In 1964, when Andrew, Lynn, John, Sue, Jackie, and others were 7-years-old, film director Michael Apted, then 21, created a documentary about them called “7 Up.” These children were specifically selected from both working class neighborhoods (East End) and prosperous areas of London. Apted intended this to be a one-time production. He was inspired by the Jesuit motto “Give me a child until he is seven, and I will give you the man.” He was exploring class as it related to education and goals sought by these children.
Apted revisited these children 7 years later after deciding to do a follow-up documentary. From that point, every seven years, he created another documentary about them, most of whom cooperated, though at times reluctantly or with hostility. Thus, “56 Up” (UK, 2012) is his eighth film in this series.
Apted’s view, that class determines one’s social standing as adults, to an extent appears to have been realized, as least with regard to the children of privilege. One, Andrew, is a solicitor. John, a classmate of Andrew at a private preparatory school, became a barrister.
On the other hand, Lynn, from a working class background who expected to be a sales clerk, works as a children’s librarian. Sue, without higher education, now is a university administrator. Jackie, a classmate of Lynn and Sue, married at 19, divorced, and after several jobs faced unemployment and single motherhood of 3 children. Neil, who aspired to be an astronaut, ended up with psychological problems.
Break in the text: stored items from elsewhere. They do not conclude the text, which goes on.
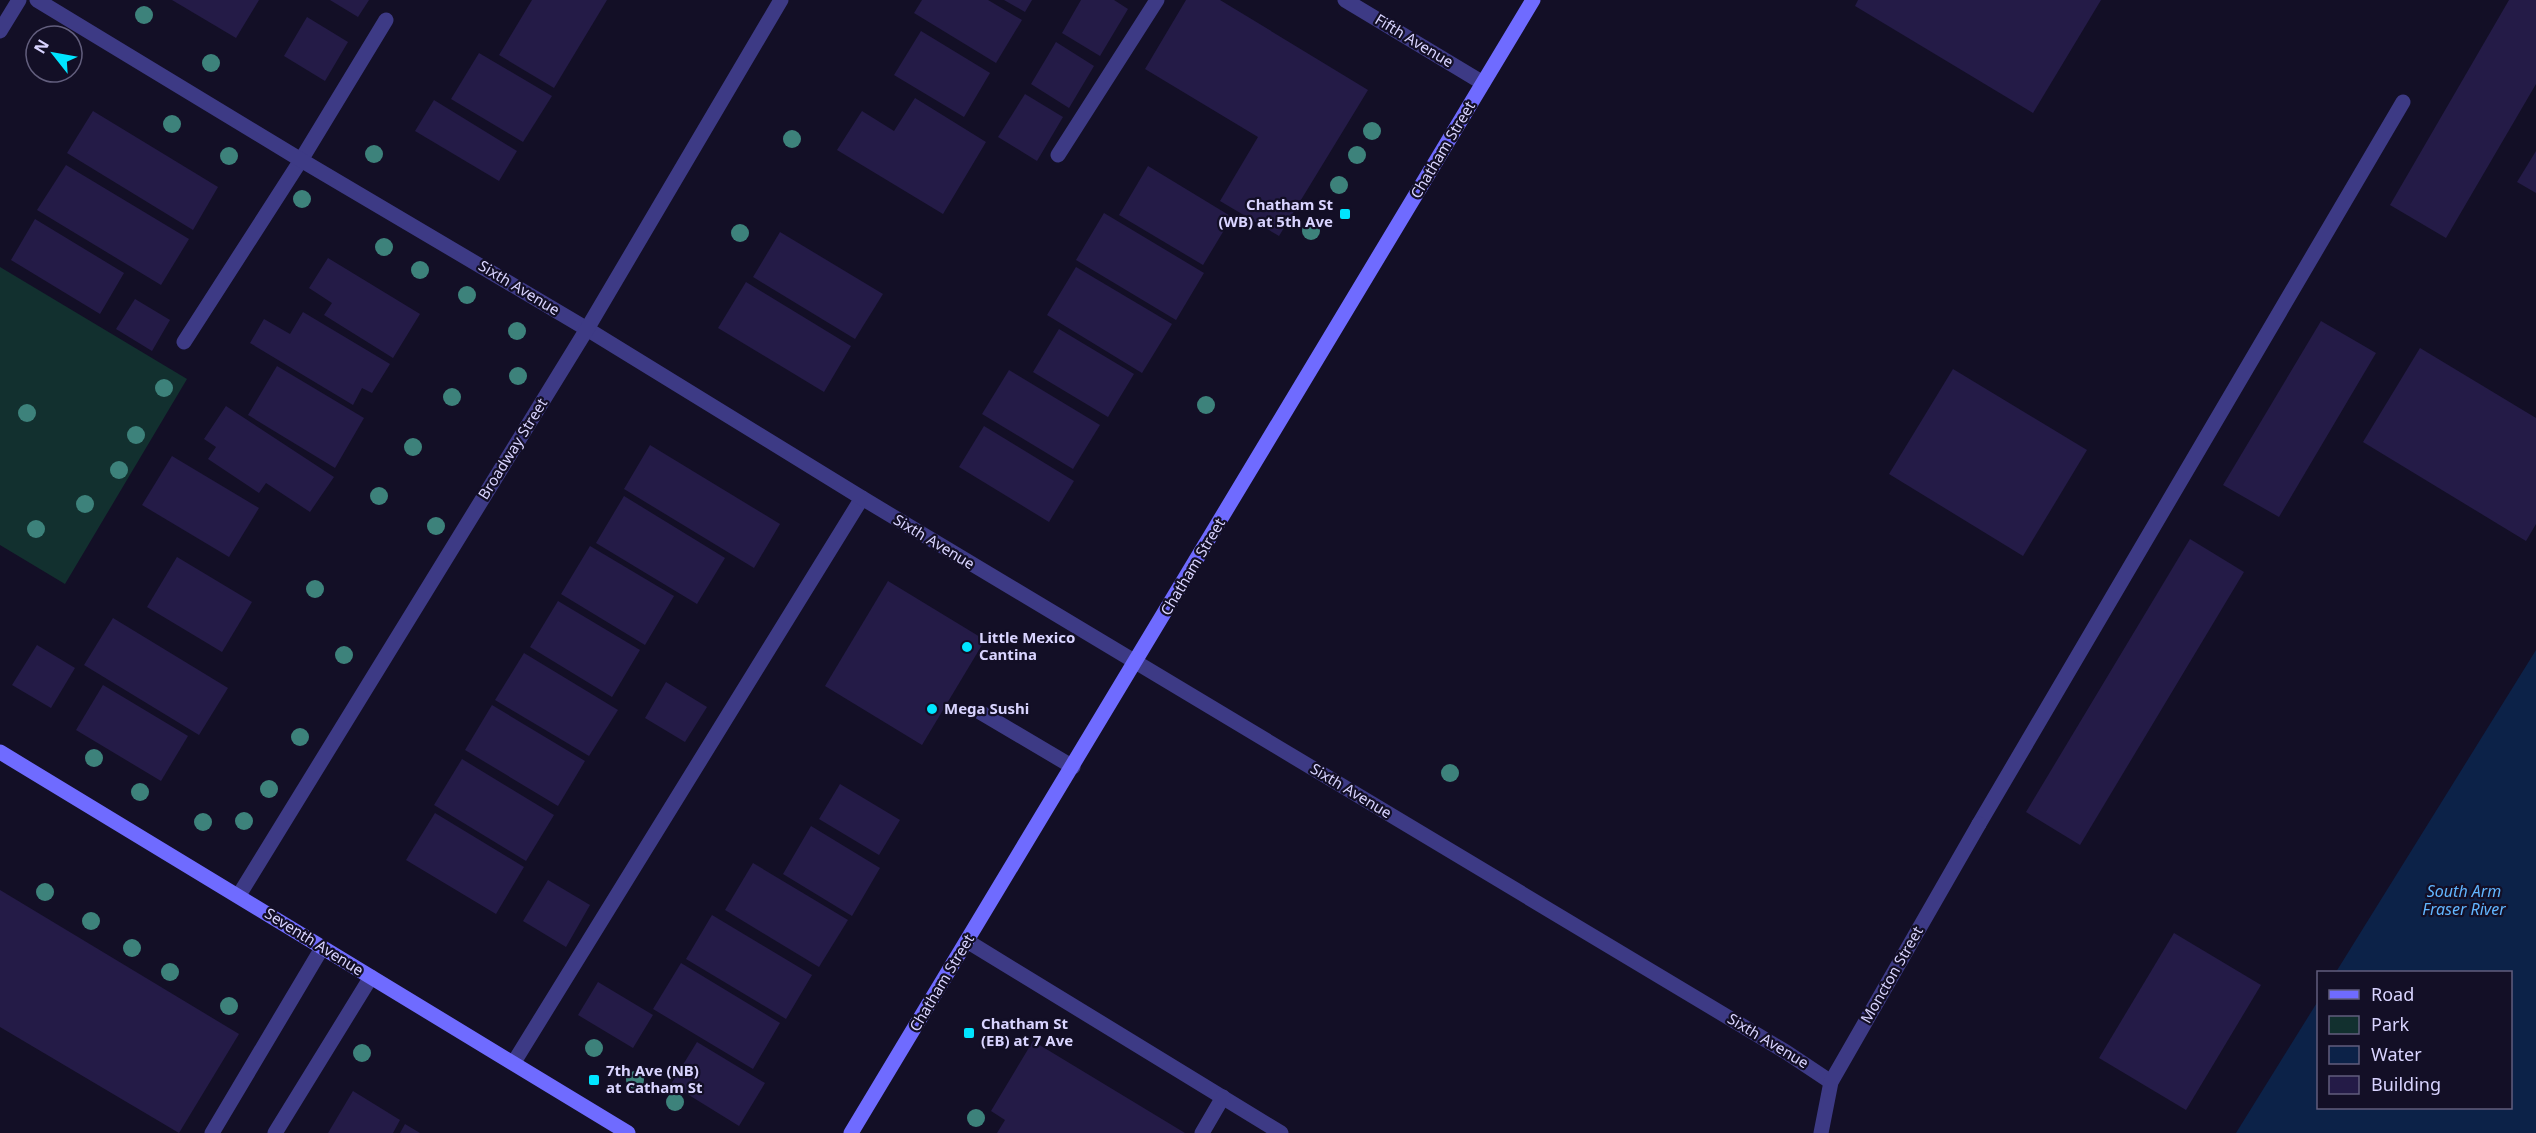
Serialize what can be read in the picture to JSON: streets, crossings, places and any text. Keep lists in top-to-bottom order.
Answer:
{
  "streets": {
    "street": [
      "Fifth Avenue",
      "Chatham Street",
      "Sixth Avenue",
      "Broadway Street",
      "Seventh Avenue",
      "Moncton Street"
    ]
  },
  "crossings": [
    ["Fifth Avenue", "Chatham Street"],
    ["Chatham Street", "Sixth Avenue"],
    ["Sixth Avenue", "Broadway Street"],
    ["Sixth Avenue", "Moncton Street"],
    ["Broadway Street", "Seventh Avenue"]
  ],
  "water": ["South Arm Fraser River"],
  "places": {
    "transit": ["Chatham St (WB) at 5th Ave", "Chatham St (EB) at 7 Ave", "7th Ave (NB) at Catham St"],
    "other": ["Little Mexico Cantina", "Mega Sushi"]
  },
  "legend": [
    "Road",
    "Park",
    "Water",
    "Building"
  ],
  "north": "top left"
}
He was homeless in “28 Up,” but after struggles, he now has a better life, becoming a local councillor for his district in 2010. Tony wanted to be a jockey at age 7. He left school at age 15, had a brief jockey career, and made sure his daughters could ride horses at a young age, something he never experienced.
What has been learned from what is most likely one of the first “reality shows?” There have been marriages and divorces, failures and successes, goals attained and denied. The shyness and naivety of childhood, awkwardness of adolescence, dreams realized and faded, indeed, many aspects of life are seen.
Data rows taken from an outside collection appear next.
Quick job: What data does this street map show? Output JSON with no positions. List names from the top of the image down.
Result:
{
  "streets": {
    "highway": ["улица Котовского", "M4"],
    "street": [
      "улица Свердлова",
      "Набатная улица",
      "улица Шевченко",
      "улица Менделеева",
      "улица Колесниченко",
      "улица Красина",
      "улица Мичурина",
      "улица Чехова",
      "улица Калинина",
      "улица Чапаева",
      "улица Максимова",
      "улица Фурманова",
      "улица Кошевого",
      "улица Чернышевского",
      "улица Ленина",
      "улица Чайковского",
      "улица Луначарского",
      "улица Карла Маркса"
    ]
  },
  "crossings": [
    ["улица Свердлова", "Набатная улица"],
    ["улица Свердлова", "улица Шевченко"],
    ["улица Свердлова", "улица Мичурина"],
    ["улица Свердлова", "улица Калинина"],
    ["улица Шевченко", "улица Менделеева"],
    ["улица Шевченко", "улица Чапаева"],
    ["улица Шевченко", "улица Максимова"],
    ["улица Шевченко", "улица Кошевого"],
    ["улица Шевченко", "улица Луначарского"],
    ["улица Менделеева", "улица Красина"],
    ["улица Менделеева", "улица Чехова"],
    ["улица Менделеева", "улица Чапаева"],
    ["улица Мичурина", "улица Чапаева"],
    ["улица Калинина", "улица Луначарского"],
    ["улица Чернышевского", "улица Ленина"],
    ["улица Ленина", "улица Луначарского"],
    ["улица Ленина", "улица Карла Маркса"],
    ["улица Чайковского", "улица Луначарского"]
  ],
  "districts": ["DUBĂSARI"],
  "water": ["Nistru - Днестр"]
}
One wonders how being in a continuing film affected these subjects? Were actions taken, or not taken, based on the knowledge that their lives would be scrutinized by viewers? As the series progressed, did they create images of themselves that might not have been accurate in order to present their best, or maybe worst aspects? There is no doubt that the presence of a camera, which creates either moving or still images, places a certain self-consciousness on the subject. As one watches this most recent film of the series, then, there is much to ponder.
In a recent interview, Apted talked about “56 Up.” He said: “I was surprised by the film, [but] I try not to second-guess it. I thought it would be more depressing. I thought people would be more worried about getting to retirement age, worried about money, worried about health, and all this. But they weren't. It seemed to me that they've found some peace and solid ground in their relationships with their immediate and extended families.” Interview by Gillian Mohney in Interview Magazine.
Released in the UK in May 2012, “56 Up” is now screening in various theaters in the U.S. In Portland it can be seen at the Hollywood Theatre and the Living Room Theaters. Check their websites for ticket prices and times.